# DATA RECORDS
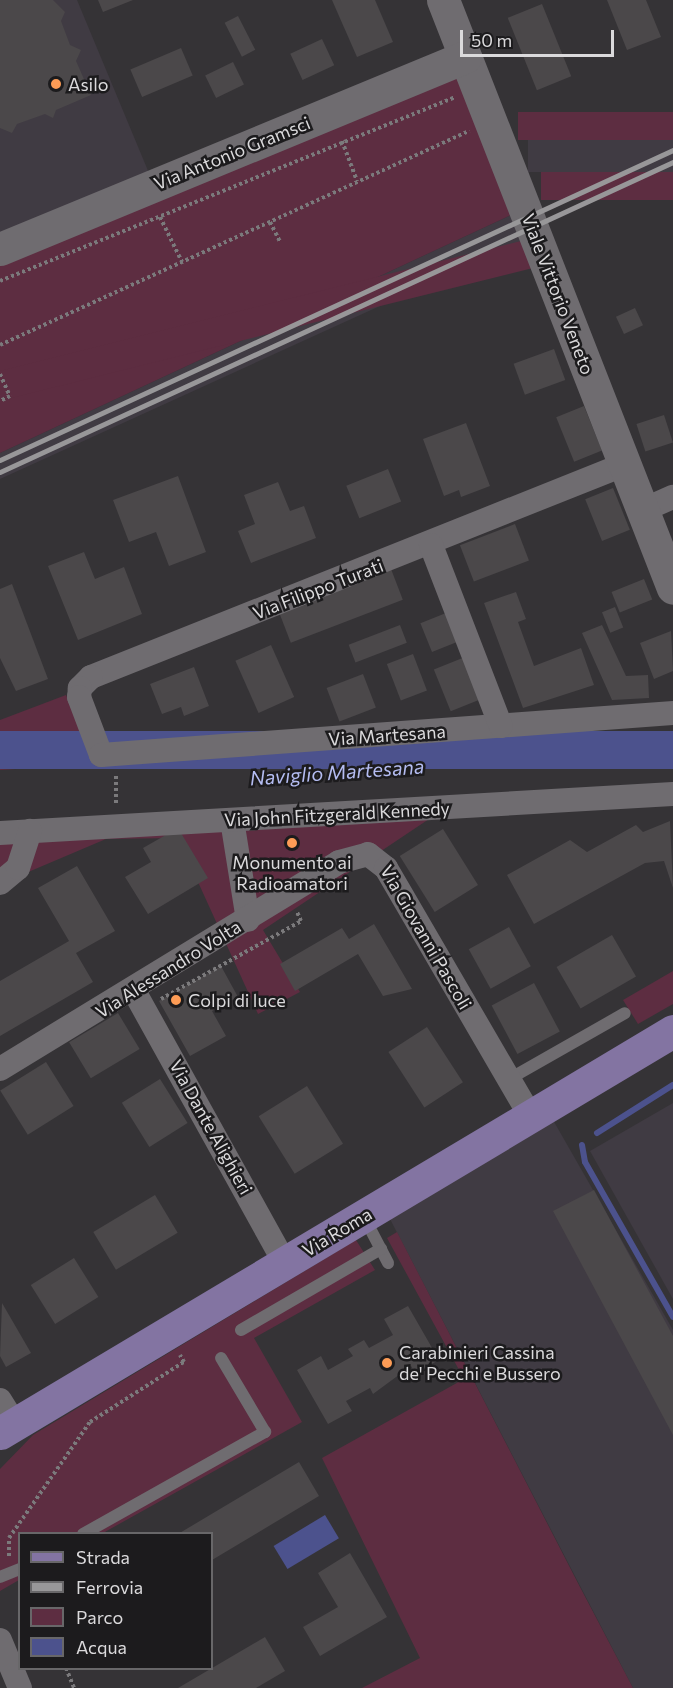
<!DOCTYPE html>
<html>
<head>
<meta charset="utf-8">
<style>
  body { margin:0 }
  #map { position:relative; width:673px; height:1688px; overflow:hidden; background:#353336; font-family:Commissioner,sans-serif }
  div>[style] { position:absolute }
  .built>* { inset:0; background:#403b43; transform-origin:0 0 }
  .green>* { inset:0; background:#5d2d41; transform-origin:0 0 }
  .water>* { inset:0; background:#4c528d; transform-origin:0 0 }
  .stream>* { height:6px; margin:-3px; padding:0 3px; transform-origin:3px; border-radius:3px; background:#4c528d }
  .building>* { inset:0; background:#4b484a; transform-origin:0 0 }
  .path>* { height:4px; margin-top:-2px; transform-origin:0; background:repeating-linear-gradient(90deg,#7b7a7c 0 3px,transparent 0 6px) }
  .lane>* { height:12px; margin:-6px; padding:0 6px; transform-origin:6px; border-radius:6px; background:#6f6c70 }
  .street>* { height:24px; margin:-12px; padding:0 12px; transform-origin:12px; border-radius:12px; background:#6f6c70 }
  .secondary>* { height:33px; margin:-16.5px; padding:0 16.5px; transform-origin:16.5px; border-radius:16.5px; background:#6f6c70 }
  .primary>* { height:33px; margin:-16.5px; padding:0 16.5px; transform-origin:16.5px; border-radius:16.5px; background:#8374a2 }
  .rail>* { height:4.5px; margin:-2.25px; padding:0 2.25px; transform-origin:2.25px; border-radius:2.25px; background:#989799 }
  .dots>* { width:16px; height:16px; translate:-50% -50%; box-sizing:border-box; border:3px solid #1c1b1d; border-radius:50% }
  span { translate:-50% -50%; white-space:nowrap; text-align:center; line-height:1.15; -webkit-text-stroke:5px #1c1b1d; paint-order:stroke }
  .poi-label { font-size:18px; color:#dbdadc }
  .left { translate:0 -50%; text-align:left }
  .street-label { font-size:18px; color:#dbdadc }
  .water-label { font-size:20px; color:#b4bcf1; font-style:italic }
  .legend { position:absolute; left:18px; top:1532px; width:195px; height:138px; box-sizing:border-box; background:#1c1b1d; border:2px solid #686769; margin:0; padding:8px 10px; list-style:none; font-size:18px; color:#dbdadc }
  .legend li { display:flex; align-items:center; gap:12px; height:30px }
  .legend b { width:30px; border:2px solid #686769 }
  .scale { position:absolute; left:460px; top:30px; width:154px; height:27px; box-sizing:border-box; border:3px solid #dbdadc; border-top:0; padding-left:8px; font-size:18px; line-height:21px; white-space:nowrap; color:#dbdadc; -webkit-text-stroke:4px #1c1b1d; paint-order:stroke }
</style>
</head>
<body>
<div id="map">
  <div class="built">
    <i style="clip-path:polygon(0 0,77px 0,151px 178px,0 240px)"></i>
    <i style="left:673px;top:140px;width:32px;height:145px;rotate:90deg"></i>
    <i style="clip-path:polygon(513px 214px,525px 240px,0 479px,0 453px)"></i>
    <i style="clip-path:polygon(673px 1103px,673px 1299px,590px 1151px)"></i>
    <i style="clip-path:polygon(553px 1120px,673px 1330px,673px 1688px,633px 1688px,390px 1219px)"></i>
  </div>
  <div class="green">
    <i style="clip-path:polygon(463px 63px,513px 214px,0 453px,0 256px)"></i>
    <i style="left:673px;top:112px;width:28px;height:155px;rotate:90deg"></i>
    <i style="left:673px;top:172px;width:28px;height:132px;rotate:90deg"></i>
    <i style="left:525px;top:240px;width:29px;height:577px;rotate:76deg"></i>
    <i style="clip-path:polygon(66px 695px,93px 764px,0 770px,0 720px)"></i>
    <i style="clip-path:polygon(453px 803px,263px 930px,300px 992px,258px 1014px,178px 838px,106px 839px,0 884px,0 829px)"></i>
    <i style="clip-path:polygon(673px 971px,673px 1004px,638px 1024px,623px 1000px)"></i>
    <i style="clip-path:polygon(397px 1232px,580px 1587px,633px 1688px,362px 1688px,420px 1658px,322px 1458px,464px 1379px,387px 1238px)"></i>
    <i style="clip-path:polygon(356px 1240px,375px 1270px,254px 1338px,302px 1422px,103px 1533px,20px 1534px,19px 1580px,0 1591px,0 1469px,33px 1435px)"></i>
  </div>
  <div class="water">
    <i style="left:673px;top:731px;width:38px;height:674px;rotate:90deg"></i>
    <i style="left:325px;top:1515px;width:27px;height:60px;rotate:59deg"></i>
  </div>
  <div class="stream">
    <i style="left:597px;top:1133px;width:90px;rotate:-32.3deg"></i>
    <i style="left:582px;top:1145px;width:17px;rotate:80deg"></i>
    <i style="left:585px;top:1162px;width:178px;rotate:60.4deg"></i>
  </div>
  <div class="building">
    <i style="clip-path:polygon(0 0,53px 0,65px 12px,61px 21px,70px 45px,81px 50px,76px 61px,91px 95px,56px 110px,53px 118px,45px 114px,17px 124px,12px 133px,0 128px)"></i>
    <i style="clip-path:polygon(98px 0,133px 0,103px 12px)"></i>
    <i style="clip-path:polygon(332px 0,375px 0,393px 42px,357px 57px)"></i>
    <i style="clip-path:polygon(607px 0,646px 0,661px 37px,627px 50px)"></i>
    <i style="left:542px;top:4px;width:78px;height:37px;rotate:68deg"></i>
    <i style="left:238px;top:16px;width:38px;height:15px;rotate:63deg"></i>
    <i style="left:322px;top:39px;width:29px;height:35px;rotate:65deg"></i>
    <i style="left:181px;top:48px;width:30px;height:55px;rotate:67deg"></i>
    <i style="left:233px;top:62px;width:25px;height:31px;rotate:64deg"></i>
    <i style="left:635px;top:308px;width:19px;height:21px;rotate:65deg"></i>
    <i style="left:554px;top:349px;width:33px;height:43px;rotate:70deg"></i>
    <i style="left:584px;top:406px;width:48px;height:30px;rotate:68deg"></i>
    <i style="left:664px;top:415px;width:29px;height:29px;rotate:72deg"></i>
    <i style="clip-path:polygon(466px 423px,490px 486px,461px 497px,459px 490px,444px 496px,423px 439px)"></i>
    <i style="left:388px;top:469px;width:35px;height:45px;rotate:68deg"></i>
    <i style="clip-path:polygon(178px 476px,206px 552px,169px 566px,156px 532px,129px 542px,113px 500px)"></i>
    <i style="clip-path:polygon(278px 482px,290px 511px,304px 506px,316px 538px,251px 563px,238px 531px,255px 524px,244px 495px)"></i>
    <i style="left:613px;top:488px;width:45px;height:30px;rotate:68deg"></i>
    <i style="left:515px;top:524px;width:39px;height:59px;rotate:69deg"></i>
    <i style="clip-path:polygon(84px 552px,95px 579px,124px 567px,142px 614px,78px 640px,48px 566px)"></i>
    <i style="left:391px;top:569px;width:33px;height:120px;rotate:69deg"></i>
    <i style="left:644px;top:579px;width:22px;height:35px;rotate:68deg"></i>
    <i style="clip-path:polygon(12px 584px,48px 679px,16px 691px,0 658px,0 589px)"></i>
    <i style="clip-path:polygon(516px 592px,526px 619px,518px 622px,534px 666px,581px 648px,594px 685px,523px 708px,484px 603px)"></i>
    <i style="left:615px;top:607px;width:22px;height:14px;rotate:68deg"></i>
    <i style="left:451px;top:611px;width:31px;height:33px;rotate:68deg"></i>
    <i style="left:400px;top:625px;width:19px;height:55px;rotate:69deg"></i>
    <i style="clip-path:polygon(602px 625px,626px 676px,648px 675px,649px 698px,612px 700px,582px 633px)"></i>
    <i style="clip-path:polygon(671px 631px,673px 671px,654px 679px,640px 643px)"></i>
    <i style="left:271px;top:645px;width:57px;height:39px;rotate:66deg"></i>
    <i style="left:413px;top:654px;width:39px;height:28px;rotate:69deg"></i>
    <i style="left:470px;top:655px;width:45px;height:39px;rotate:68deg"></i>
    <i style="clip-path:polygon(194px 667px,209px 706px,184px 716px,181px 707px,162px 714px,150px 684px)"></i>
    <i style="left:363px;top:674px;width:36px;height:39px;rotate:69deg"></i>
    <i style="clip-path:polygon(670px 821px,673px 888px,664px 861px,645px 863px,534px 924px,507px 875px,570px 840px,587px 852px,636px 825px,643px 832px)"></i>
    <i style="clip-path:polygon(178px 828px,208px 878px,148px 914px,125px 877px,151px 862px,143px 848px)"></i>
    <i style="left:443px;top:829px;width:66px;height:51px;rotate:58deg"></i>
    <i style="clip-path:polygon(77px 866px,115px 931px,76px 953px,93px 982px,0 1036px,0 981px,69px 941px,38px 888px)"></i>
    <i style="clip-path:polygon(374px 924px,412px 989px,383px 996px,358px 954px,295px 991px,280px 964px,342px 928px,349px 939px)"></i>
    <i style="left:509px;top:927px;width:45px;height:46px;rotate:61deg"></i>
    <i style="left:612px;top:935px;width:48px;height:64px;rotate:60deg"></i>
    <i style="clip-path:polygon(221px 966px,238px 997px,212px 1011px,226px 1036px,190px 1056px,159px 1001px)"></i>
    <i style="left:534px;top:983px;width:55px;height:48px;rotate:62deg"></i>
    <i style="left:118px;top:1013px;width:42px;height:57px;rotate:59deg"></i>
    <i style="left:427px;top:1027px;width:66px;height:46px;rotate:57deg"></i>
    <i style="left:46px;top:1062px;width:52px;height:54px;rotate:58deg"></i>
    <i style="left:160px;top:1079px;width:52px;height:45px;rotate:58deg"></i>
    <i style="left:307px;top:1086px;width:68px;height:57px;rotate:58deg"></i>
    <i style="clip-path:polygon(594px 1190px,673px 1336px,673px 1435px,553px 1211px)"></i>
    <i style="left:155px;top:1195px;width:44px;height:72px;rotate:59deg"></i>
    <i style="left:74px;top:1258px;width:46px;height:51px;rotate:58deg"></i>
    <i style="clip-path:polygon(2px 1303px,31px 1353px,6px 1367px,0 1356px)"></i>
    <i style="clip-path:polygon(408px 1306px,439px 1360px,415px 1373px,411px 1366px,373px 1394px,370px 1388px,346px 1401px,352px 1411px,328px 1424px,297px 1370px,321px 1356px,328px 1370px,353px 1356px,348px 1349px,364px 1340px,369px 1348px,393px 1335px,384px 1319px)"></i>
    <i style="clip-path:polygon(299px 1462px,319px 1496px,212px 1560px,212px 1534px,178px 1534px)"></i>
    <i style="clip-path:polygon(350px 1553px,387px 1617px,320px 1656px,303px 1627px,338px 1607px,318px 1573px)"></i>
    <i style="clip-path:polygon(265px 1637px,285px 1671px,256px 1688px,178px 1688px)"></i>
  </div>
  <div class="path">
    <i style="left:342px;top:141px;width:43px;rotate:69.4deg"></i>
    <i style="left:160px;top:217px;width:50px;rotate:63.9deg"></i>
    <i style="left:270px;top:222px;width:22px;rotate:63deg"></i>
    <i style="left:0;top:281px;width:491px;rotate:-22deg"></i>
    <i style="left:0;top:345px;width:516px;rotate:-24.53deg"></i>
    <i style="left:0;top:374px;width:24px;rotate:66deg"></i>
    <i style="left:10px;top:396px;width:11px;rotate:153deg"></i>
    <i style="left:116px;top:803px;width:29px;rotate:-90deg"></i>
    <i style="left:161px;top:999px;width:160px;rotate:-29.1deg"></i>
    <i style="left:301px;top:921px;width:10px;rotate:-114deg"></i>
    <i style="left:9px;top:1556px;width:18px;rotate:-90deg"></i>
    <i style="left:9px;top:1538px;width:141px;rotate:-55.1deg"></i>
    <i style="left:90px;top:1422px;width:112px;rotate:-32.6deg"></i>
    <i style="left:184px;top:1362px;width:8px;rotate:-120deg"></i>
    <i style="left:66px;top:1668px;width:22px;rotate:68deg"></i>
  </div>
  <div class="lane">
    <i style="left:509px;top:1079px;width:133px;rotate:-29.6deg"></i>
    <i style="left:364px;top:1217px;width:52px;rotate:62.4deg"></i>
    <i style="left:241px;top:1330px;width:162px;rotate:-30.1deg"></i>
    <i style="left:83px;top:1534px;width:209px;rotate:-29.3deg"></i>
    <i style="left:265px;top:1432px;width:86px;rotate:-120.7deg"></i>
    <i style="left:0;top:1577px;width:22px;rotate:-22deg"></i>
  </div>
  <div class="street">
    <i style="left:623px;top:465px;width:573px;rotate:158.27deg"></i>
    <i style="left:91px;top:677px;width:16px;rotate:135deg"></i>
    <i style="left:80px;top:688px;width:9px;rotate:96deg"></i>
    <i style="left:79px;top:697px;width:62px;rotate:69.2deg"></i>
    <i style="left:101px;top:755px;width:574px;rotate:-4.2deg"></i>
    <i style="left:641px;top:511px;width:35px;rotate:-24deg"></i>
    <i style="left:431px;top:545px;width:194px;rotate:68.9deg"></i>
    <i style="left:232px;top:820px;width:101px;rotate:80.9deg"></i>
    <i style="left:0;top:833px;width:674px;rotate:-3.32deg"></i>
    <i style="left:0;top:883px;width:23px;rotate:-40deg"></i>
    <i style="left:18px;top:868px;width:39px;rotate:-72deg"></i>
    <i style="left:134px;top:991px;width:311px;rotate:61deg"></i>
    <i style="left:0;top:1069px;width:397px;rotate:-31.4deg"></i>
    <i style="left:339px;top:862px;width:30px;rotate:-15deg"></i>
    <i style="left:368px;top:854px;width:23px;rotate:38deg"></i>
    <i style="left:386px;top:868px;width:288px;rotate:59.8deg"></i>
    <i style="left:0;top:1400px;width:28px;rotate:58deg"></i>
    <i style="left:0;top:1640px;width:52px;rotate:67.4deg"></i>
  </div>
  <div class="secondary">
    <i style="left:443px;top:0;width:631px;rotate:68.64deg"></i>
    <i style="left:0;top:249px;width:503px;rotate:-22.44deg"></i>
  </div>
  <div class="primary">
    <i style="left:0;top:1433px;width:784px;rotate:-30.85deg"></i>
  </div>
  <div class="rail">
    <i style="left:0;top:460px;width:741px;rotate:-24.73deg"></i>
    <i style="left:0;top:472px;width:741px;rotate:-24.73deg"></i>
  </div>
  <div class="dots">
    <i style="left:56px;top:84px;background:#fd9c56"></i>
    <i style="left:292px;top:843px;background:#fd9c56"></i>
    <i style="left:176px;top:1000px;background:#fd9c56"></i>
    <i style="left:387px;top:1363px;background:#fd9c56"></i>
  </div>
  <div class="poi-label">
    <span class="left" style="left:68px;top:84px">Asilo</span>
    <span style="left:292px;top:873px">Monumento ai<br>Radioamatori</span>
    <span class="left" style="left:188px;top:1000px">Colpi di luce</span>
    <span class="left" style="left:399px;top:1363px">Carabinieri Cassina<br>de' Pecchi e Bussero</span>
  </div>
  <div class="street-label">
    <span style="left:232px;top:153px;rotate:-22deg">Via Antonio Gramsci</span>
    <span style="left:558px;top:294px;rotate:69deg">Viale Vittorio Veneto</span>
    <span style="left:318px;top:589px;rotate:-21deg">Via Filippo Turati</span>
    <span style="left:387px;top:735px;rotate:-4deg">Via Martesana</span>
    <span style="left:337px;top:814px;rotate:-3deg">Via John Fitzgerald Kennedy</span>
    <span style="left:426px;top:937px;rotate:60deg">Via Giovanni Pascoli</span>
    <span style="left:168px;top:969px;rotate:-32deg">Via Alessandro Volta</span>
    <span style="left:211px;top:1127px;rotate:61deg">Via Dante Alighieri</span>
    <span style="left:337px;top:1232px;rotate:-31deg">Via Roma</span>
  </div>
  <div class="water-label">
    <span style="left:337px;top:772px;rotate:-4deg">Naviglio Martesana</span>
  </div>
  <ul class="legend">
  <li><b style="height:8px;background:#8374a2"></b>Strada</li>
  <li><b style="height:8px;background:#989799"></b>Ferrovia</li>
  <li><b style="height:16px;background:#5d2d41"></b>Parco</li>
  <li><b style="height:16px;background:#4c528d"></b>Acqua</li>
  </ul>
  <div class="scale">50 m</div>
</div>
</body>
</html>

# WORK TO BE COMPLETED
Check each line of the data above for the string "green", and copy the ones that have it.

# EXERCISE OUTPUT
  .green>* { inset:0; background:#5d2d41; transform-origin:0 0 }
  <div class="green">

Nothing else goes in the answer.